Personal information
- Born: 16 July 1969 (age 57) Adelaide, Australia
- Height: 179.5 cm (5 ft 10+1⁄2 in)

Netball career
- Playing positions: GD, WD
- Years: Club team / Apps
- 2004–06: Auckland Diamonds
- 1997–2003: Adelaide Thunderbirds
- Years: National team / Caps
- 1991–2003: Australia / 95

Medal record
Representing Australia
Commonwealth Games
| Gold medal – first place | 2002 Manchester | Netball |
| Gold medal – first place | 1998 Kuala Lumpur | Netball |
Netball World Championships
| Silver medal – second place | 2003 Kingston | Netball |
| Gold medal – first place | 1999 Christchurch | Netball |
| Gold medal – first place | 1995 Birmingham | Netball |

= Kathryn Harby-Williams =

Australian netball player

Kathryn Harby-Williams (born 16 July 1969) is an Australian netball player and television presenter, who captained the Australian netball team. She is the Chief Executive Officer, Secretary and Treasurer of the Australian Netball Players’ Association.
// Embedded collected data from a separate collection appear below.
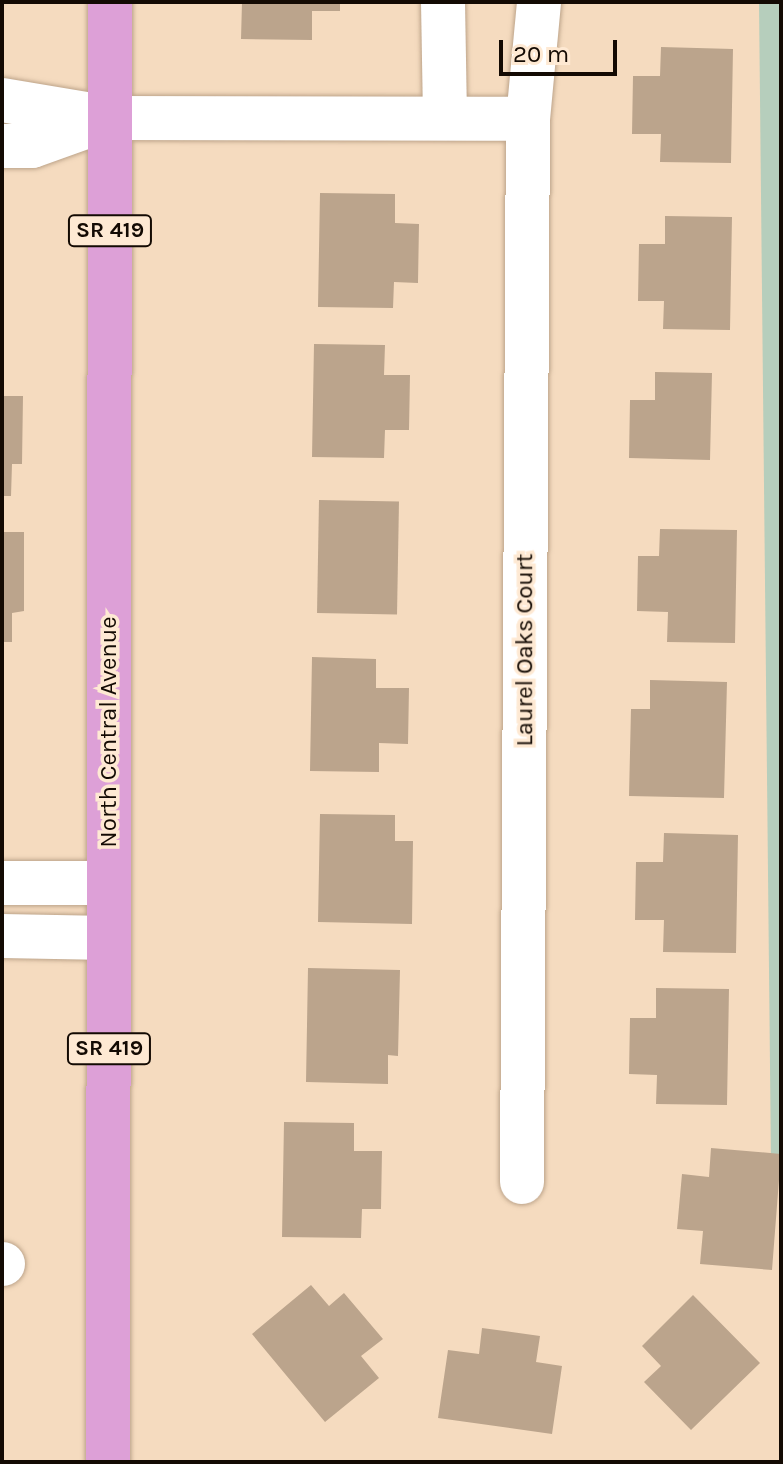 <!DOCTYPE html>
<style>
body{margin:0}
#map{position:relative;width:783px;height:1464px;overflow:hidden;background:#f5dbbf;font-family:Karla,sans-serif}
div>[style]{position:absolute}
.green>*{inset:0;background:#b6cebc}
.building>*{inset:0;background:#bba48c;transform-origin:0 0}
.roads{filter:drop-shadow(0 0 2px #bda48a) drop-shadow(0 0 2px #bda48a)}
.minor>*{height:44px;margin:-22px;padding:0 22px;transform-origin:22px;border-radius:22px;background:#fff}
.major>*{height:44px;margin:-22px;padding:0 22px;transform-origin:22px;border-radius:22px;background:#dda0d7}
span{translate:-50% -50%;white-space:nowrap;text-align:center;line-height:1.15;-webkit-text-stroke:7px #fee9d3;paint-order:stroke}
.shield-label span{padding:2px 6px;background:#fee9d3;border:2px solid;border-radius:6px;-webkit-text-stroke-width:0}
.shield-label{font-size:22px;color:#130a03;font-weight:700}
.street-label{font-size:24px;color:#130a03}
.frame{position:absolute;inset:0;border:4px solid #130a03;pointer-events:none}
.scale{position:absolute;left:499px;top:40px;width:118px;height:36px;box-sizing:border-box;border:4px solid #130a03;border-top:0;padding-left:10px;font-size:24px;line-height:28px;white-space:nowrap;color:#130a03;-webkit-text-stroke:6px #fee9d3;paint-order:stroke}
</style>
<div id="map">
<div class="green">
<div style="clip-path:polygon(759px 2px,781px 2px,781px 1174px,771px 1163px)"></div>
</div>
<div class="building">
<div style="clip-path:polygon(242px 2px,340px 2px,340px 11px,312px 11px,312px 40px,241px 39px)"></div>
<div style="clip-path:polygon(661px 47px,733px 49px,731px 163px,660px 162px,661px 134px,632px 134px,633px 76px,660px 76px)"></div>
<div style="clip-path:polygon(320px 193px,395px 194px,395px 223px,419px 224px,418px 283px,394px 282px,393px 308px,318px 307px)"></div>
<div style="clip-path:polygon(665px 216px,732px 217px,730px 330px,663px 329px,664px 301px,638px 301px,639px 244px,665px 244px)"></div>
<div style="clip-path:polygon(314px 344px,385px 345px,384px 375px,410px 375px,409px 430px,385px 430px,384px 458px,312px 457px)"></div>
<div style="clip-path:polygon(655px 372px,712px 373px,710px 460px,629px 458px,630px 400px,655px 400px)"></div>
<div style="clip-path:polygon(2px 396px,23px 396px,22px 464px,12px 464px,11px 496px,2px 496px)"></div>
<div style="left:319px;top:500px;width:80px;height:113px;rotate:1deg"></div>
<div style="clip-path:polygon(660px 529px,737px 530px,735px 643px,667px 642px,668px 612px,637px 611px,638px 556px,659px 556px)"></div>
<div style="clip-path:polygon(2px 532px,24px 532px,24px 611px,12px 613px,12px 642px,2px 642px)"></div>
<div style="clip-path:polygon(312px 657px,376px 659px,376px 688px,409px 688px,408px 744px,379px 743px,379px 772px,310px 771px)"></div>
<div style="clip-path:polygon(650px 680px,727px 682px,724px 798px,629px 796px,631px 709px,650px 709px)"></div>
<div style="clip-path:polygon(320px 814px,395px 815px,395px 841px,413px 841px,412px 924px,318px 922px)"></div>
<div style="clip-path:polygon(664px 833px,738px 835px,736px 953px,663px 952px,664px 920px,635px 920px,636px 862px,663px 862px)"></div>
<div style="clip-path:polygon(308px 968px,400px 970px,398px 1056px,388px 1055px,388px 1084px,306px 1082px)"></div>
<div style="clip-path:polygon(656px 988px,729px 989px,727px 1105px,656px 1104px,657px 1075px,629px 1074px,630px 1018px,656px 1018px)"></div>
<div style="clip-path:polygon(284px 1122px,354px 1123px,354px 1151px,382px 1151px,381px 1209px,362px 1209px,361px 1238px,282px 1237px)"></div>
<div style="clip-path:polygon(711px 1148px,781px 1154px,772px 1270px,700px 1264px,703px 1231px,677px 1229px,682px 1174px,709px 1177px)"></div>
<div style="clip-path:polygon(311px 1285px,329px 1306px,344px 1293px,383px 1339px,361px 1356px,379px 1378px,325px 1422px,252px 1334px)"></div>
<div style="clip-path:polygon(693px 1295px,760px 1363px,691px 1430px,644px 1382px,661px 1366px,642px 1346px)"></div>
<div style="clip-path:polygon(482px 1328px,540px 1336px,536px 1362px,562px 1366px,552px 1434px,438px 1418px,448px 1350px,479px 1354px)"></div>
</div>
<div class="roads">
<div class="minor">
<div style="left:443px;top:2px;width:116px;rotate:89deg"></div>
<div style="left:2px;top:100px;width:109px;rotate:9.5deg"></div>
<div style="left:110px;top:118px;width:418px;rotate:0.1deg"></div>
<div style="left:2px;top:146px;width:30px"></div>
<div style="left:32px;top:146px;width:83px;rotate:-19.7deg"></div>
<div style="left:2px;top:883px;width:107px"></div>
<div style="left:2px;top:936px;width:107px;rotate:1.1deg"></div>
<div style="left:522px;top:1182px;width:1063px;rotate:-89.68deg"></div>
<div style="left:528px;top:119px;width:118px;rotate:-84.6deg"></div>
<div style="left:2px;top:1264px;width:1px"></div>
</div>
<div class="major">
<div style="left:108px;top:1462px;width:1460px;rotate:-89.92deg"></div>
</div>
</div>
<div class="shield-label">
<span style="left:110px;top:231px">SR 419</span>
<span style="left:109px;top:1049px">SR 419</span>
</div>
<div class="street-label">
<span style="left:525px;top:650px;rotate:-90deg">Laurel Oaks Court</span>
<span style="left:109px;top:732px;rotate:-90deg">North Central Avenue</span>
</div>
<div class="frame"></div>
<div class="scale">20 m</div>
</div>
Harby-Williams currently works with Radio Sport New Zealand and is a Sky TV commentator for Sky Sport 1's live netball coverage of the ANZ Championship and international tests, along with former Silver Ferns ] and Anna Stanley, and with co-Australian national representative Natalie Avellino; she also co-hosts the weekly netball show On Court with Stanley. One of the most successful players of her era, she represented Australia for twelve years (95 caps) in her usual positions of goal defence and wing defence, including four years as captain from 2000 to 2003. She was victorious at two World Championships in 1995 and 1999, and part of the team winning gold at the Commonwealth Games in 1998 and 2002. She was named Australian International Player of the Year in 2001.

Stemming from her failure to be selected in a representative team in her teenage years, she would take 100 sprints up a 30-metre hill as a regular pre-season training. At another time after spraining her ankle in a match against New Zealand, despite missing court training she managed to put in four kilometres in the pool next day.

She was the inaugural captain of the Adelaide Thunderbirds in the Commonwealth Bank Trophy national league from 1997 until 2003, after she retired from Australian netball and moved to New Zealand to take up a position as a reporter with the Sport 365 news programme.

Harby-Williams made a brief comeback in New Zealand, playing two seasons with the Auckland Diamonds in New Zealand's national league, the National Bank Cup. At the age of 34 she was selected as the league's most valuable defence player. She announced her retirement at the end of the 2005 season in order to focus on pursuing her television and radio career, but returned to the Diamonds in 2006. She was inducted into the Australian Netball Hall of Fame in 2010.

After returning to Australia in 2013 for commentating for Sky Sports NZ, she starting commentating for Fox Sports in the ANZ Championship. Harby-Williams is also a selector for the Australian National team.

In the 2018 Queen's Birthday Honours Harby-Williams was made a Member of the Order of Australia (AM) for "significant service to netball as a player, national captain, coach, commentator, board member and player's advocate".

In 2025, Harby-Williams is the coach for International All Stars against former Silver Ferns in a one-day, multi-game tournament in Game On.